_REQUIRED WORK_
Repeat each record word for word.

_DATASET CONTENT_
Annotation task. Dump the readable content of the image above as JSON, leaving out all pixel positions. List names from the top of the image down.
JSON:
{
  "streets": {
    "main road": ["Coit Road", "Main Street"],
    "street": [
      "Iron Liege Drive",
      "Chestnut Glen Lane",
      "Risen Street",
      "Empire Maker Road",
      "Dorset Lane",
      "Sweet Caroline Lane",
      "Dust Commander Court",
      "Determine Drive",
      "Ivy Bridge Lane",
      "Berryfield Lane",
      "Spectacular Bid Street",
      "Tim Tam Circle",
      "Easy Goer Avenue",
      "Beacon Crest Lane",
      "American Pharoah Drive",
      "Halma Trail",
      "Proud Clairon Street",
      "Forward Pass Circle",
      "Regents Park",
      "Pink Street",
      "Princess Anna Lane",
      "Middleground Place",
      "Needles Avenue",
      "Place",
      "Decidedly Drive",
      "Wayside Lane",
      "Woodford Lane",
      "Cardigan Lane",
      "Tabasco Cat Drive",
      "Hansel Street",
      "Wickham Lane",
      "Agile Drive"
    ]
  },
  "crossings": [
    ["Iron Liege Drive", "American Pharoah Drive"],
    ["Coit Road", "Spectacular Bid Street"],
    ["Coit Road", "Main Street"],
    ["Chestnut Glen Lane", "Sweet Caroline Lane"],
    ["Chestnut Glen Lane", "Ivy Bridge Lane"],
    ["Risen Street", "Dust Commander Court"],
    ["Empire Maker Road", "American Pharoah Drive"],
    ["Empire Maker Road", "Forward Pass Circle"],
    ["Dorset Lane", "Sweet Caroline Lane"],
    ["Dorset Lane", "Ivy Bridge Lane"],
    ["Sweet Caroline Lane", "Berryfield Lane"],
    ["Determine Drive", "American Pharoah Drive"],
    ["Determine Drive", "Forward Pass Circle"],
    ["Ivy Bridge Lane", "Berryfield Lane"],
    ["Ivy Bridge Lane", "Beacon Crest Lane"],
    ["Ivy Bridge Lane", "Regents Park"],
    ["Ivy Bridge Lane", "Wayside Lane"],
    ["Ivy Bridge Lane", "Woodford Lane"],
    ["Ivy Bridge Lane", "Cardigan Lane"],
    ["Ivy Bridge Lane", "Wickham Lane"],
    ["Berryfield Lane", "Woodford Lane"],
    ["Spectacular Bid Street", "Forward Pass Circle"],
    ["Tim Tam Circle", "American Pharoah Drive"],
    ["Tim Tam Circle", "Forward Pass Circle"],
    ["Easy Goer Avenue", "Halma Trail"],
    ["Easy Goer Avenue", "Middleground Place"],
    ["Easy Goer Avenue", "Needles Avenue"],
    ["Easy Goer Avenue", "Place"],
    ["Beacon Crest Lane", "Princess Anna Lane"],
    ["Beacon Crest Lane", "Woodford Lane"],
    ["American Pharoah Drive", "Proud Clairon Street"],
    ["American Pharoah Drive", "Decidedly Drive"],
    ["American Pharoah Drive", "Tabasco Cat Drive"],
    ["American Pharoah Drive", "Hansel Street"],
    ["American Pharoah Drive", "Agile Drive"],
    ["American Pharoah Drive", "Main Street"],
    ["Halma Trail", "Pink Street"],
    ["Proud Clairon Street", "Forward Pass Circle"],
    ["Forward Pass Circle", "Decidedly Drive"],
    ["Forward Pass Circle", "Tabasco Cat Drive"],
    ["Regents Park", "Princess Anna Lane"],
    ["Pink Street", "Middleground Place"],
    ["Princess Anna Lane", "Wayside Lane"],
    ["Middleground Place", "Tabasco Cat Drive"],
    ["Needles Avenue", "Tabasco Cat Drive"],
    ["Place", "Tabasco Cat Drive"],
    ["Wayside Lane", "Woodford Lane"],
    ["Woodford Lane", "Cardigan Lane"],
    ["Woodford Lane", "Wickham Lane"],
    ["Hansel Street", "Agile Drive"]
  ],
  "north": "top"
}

_REPLY_
Annotation task. Dump the readable content of the image above as JSON, leaving out all pixel positions. List names from the top of the image down.
JSON:
{
  "streets": {
    "main road": ["Coit Road", "Main Street"],
    "street": [
      "Iron Liege Drive",
      "Chestnut Glen Lane",
      "Risen Street",
      "Empire Maker Road",
      "Dorset Lane",
      "Sweet Caroline Lane",
      "Dust Commander Court",
      "Determine Drive",
      "Ivy Bridge Lane",
      "Berryfield Lane",
      "Spectacular Bid Street",
      "Tim Tam Circle",
      "Easy Goer Avenue",
      "Beacon Crest Lane",
      "American Pharoah Drive",
      "Halma Trail",
      "Proud Clairon Street",
      "Forward Pass Circle",
      "Regents Park",
      "Pink Street",
      "Princess Anna Lane",
      "Middleground Place",
      "Needles Avenue",
      "Place",
      "Decidedly Drive",
      "Wayside Lane",
      "Woodford Lane",
      "Cardigan Lane",
      "Tabasco Cat Drive",
      "Hansel Street",
      "Wickham Lane",
      "Agile Drive"
    ]
  },
  "crossings": [
    ["Iron Liege Drive", "American Pharoah Drive"],
    ["Coit Road", "Spectacular Bid Street"],
    ["Coit Road", "Main Street"],
    ["Chestnut Glen Lane", "Sweet Caroline Lane"],
    ["Chestnut Glen Lane", "Ivy Bridge Lane"],
    ["Risen Street", "Dust Commander Court"],
    ["Empire Maker Road", "American Pharoah Drive"],
    ["Empire Maker Road", "Forward Pass Circle"],
    ["Dorset Lane", "Sweet Caroline Lane"],
    ["Dorset Lane", "Ivy Bridge Lane"],
    ["Sweet Caroline Lane", "Berryfield Lane"],
    ["Determine Drive", "American Pharoah Drive"],
    ["Determine Drive", "Forward Pass Circle"],
    ["Ivy Bridge Lane", "Berryfield Lane"],
    ["Ivy Bridge Lane", "Beacon Crest Lane"],
    ["Ivy Bridge Lane", "Regents Park"],
    ["Ivy Bridge Lane", "Wayside Lane"],
    ["Ivy Bridge Lane", "Woodford Lane"],
    ["Ivy Bridge Lane", "Cardigan Lane"],
    ["Ivy Bridge Lane", "Wickham Lane"],
    ["Berryfield Lane", "Woodford Lane"],
    ["Spectacular Bid Street", "Forward Pass Circle"],
    ["Tim Tam Circle", "American Pharoah Drive"],
    ["Tim Tam Circle", "Forward Pass Circle"],
    ["Easy Goer Avenue", "Halma Trail"],
    ["Easy Goer Avenue", "Middleground Place"],
    ["Easy Goer Avenue", "Needles Avenue"],
    ["Easy Goer Avenue", "Place"],
    ["Beacon Crest Lane", "Princess Anna Lane"],
    ["Beacon Crest Lane", "Woodford Lane"],
    ["American Pharoah Drive", "Proud Clairon Street"],
    ["American Pharoah Drive", "Decidedly Drive"],
    ["American Pharoah Drive", "Tabasco Cat Drive"],
    ["American Pharoah Drive", "Hansel Street"],
    ["American Pharoah Drive", "Agile Drive"],
    ["American Pharoah Drive", "Main Street"],
    ["Halma Trail", "Pink Street"],
    ["Proud Clairon Street", "Forward Pass Circle"],
    ["Forward Pass Circle", "Decidedly Drive"],
    ["Forward Pass Circle", "Tabasco Cat Drive"],
    ["Regents Park", "Princess Anna Lane"],
    ["Pink Street", "Middleground Place"],
    ["Princess Anna Lane", "Wayside Lane"],
    ["Middleground Place", "Tabasco Cat Drive"],
    ["Needles Avenue", "Tabasco Cat Drive"],
    ["Place", "Tabasco Cat Drive"],
    ["Wayside Lane", "Woodford Lane"],
    ["Woodford Lane", "Cardigan Lane"],
    ["Woodford Lane", "Wickham Lane"],
    ["Hansel Street", "Agile Drive"]
  ],
  "north": "top"
}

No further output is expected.